Monday, April 30, 2018

Avengers: Infinity War - a cultural inquiry

Avengers: Infinity War is on the whole pretty rousing entertainment.  But it's also troubling. 

Black Panther established a precedent of audiences finding sympathetic villains in the Avengers movies.  It drew on Black Lives Matter, and really by drawing on that alone it convinces audiences that the villain wasn't just a villain, but maybe just someone who had the right idea but made bad choices out of it.  Well, no.  That was a convoluted villain with a convoluted connection to Black Lives Matter.

And that's what Thanos in Infinity War represents, too.  Troublingly so.  Thanos is motivated to mass murder in the belief that in reducing the population he can give survivors better opportunities.  This is clearly insane, but audiences are not reacting to this as if it's insane.  Because it's not so far from what a lot of people are arguing in the real world.

When it was Hitler advocating a "master race," it wasn't just pure Germans for a pure Germany he was talking about.  He scapegoated Jews and gypsies and actively set about exterminating them, and if he'd stuck only to that he probably would've had a Germany in a better economic position, which was ostensibly all he wanted.  Thanos may not propound eugenics, but...even Americans were, before WWII.  And there are many movements today that sound equally rational as pre-WWII eugenics.  Politics today has stymied any ability to talk rationally about such issues.  That's what Infinity War is talking about when Iron Man is made aware that the threat of Thanos is more important than whatever might have happened between him and Captain America (as depicted in Captain America: Civil War). 

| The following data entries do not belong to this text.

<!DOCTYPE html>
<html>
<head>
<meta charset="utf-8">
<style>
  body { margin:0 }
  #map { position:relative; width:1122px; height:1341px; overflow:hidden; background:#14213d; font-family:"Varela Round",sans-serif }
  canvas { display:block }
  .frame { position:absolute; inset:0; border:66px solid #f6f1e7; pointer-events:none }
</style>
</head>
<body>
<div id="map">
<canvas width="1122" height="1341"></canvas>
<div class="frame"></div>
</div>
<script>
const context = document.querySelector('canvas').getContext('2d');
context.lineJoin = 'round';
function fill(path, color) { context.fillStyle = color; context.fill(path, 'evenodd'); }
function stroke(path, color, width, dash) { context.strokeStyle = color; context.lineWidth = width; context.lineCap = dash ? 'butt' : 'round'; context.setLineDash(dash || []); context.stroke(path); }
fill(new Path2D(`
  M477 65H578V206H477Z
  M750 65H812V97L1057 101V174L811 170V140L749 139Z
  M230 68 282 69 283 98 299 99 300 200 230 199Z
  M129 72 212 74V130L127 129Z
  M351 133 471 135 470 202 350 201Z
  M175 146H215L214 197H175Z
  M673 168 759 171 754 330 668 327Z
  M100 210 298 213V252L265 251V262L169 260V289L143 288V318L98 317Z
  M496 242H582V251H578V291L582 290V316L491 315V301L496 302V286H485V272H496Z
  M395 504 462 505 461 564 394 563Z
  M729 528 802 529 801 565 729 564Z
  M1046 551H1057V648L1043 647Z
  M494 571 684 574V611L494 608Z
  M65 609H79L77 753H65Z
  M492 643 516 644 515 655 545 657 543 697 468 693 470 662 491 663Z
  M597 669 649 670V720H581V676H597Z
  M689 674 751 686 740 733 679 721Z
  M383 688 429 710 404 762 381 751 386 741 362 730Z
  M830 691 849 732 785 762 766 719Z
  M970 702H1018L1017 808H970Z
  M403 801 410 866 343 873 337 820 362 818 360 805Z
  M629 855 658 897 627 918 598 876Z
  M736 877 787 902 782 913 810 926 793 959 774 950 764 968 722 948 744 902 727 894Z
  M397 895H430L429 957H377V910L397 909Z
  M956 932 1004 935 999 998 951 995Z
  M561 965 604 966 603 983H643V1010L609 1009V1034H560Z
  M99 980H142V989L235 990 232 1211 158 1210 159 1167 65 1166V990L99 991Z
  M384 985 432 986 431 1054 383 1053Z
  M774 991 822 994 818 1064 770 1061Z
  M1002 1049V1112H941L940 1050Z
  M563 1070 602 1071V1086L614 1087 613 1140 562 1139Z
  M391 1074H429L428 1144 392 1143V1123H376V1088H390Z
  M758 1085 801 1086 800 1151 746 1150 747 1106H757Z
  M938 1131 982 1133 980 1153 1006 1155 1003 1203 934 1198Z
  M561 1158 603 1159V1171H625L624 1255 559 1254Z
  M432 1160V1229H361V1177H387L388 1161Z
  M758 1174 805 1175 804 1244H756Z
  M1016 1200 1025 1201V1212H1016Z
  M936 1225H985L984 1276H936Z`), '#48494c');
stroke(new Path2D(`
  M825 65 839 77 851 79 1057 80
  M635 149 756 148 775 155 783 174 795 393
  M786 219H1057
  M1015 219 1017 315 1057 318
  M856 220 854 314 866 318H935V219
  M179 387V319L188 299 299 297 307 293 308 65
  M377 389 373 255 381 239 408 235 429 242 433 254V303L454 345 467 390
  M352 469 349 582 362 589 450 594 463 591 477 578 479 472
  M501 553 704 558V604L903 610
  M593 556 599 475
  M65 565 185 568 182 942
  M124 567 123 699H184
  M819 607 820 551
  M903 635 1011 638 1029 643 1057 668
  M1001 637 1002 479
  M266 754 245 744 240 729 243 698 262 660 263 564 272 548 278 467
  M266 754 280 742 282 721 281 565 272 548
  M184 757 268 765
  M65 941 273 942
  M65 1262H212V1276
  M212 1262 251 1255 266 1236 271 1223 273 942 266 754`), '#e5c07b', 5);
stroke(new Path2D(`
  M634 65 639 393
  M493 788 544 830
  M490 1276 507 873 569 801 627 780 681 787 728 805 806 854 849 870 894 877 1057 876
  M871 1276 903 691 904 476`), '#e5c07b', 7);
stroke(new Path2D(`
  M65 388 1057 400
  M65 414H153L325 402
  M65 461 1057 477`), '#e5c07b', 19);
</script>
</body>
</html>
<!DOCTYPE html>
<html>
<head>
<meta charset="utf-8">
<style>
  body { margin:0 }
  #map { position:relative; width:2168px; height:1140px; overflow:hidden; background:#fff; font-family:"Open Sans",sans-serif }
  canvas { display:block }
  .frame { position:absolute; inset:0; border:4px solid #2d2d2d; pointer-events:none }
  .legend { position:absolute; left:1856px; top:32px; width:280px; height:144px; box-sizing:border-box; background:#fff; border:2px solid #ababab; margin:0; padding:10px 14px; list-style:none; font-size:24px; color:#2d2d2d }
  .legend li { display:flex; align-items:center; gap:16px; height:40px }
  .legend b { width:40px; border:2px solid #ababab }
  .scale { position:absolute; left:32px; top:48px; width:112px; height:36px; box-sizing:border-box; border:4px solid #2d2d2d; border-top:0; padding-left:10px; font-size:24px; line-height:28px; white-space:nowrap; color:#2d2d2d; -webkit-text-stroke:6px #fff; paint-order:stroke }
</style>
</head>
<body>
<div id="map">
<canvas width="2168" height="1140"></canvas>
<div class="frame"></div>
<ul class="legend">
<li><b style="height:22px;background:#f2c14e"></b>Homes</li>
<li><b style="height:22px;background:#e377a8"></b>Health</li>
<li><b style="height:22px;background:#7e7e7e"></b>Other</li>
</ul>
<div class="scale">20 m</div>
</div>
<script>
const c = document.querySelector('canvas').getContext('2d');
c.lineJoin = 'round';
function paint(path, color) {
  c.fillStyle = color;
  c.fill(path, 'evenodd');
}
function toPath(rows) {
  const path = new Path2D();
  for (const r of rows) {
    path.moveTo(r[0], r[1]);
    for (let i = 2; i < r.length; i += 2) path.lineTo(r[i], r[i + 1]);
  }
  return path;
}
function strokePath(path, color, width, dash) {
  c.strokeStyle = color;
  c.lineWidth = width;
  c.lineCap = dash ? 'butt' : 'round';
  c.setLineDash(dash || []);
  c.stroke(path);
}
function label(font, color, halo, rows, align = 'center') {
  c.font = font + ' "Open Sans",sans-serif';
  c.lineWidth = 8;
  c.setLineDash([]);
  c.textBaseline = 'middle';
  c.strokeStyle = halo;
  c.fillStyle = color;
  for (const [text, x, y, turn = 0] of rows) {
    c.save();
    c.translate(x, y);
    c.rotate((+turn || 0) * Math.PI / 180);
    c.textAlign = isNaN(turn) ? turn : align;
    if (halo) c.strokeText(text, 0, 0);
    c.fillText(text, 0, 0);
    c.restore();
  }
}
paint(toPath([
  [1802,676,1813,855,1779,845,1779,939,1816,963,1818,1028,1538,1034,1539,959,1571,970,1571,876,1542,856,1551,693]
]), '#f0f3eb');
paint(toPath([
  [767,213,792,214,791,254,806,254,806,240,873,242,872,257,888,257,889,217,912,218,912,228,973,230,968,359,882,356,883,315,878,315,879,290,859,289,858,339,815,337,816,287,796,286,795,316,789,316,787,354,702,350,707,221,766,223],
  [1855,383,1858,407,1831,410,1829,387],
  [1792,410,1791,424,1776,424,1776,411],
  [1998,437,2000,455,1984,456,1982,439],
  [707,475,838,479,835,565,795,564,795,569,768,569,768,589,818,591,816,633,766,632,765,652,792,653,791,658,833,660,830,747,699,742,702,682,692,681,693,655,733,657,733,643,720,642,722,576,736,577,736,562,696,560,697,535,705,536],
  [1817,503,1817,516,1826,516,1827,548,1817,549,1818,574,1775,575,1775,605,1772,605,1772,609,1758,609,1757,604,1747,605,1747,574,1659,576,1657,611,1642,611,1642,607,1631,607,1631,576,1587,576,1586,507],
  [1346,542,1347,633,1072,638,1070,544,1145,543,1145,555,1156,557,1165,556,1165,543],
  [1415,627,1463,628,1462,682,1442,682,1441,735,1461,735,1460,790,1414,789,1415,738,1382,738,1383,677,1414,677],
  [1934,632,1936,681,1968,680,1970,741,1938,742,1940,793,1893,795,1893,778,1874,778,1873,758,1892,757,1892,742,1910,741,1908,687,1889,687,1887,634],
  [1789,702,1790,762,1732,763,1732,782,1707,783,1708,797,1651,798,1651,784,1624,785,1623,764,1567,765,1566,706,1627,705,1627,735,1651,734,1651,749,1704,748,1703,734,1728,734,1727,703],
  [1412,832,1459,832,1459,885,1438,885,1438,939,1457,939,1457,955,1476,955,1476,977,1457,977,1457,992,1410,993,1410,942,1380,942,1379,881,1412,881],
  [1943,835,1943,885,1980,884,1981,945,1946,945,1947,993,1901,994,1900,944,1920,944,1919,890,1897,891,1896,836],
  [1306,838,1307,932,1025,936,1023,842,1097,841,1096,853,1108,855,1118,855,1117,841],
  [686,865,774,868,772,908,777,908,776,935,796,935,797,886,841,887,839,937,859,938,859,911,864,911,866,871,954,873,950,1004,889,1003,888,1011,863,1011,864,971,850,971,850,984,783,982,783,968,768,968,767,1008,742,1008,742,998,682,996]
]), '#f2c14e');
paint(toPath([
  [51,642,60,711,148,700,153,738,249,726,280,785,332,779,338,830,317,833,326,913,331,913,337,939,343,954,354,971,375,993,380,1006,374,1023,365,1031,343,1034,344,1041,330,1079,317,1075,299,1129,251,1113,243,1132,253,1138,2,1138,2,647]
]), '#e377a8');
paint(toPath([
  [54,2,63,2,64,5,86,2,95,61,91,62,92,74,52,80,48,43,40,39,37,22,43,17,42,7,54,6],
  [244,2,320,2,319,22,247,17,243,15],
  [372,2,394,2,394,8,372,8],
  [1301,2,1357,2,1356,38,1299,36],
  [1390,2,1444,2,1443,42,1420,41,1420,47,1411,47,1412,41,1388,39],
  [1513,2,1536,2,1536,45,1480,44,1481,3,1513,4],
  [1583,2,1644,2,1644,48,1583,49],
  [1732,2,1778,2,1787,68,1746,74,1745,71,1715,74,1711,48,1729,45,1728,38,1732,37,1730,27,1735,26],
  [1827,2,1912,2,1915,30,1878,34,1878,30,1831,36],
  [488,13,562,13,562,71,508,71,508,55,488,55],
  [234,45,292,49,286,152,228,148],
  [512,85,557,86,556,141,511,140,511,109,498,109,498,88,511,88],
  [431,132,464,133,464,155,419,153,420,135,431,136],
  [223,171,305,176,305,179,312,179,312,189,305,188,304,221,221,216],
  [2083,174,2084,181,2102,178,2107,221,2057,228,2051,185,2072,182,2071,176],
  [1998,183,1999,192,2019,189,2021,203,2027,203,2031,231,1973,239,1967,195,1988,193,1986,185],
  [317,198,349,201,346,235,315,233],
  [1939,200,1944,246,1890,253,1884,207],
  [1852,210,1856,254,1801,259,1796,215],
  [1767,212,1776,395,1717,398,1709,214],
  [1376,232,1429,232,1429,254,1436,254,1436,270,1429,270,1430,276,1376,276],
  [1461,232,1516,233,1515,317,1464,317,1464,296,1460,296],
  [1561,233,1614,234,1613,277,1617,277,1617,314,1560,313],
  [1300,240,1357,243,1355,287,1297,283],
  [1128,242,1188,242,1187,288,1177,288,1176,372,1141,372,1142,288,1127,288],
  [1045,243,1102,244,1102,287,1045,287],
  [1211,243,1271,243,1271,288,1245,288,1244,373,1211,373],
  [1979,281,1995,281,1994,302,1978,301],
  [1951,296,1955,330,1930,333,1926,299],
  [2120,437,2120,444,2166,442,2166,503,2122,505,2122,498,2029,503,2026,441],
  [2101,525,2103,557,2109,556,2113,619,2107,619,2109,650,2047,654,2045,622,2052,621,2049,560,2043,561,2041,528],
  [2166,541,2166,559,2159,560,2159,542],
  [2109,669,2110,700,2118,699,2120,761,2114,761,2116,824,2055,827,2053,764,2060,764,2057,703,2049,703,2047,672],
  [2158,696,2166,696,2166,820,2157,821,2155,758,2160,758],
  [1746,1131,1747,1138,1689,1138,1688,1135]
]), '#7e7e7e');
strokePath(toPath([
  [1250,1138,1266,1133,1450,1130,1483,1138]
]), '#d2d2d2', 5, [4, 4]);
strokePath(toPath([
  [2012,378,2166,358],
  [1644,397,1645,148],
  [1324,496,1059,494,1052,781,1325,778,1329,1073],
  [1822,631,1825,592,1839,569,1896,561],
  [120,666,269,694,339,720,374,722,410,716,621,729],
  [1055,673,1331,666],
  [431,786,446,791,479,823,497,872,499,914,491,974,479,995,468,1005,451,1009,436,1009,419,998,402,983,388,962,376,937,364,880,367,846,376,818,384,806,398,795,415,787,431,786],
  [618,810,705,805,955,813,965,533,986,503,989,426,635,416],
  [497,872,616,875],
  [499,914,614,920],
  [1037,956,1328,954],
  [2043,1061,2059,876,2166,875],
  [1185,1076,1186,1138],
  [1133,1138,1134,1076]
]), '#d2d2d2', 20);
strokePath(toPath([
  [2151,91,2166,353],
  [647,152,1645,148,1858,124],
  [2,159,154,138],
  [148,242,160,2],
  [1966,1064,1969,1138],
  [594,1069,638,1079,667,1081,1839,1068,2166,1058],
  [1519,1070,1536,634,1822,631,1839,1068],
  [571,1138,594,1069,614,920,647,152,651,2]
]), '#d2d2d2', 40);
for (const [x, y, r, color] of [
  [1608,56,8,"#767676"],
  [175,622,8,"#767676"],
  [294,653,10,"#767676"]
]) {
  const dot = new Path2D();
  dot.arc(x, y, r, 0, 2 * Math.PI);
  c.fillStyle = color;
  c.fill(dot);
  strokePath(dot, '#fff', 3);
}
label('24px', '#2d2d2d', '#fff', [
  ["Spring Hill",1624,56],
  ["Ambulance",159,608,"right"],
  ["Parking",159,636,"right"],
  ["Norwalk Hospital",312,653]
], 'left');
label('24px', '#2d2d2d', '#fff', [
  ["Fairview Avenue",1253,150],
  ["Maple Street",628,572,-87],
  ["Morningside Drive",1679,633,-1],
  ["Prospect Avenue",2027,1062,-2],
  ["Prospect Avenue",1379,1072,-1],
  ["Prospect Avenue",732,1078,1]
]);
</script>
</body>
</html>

It's a message that many people watching Infinity War will probably not even think about, because there's still a deep riff in society that neither side seems at all interested in repairing, and no one seems aware is far more trivial than real threats in a real world.  It's worth noting, again, that Hitler was a real threat in a real world, and yet his ideas about eugenics really did exist in pre-WWII America.  The fact that we don't talk about that is almost more troubling than Hitler himself, but not more troubling than the fact that it took so long for Americans to declare war on him, which only happened after the Japanese (note: not Germans) bombed Pearl Harbor.  We had good economic reason to be hesitant, but we were also hesitant to enter WWI, before the Great Depression.  And as it turned out, WWII was very, very good for the economy.  FDR gets a lot of credit for his New Deal ideas, but really, it was WWII that gave Americans new standing, both in the world at large but also at home.  It was turned into politics.  It always turn into partisan politics, despite the fact that such things only ever get everyone into trouble, and often far too long in that trouble to be able to address real problems.

So above everything else, Infinity War is really an attempt at a rallying cry against such nonsense, and that's the best thing about it, and probably the thing that will be least talked about it in the years and decades to come.  And that's what's wrong, and not just with Thanos.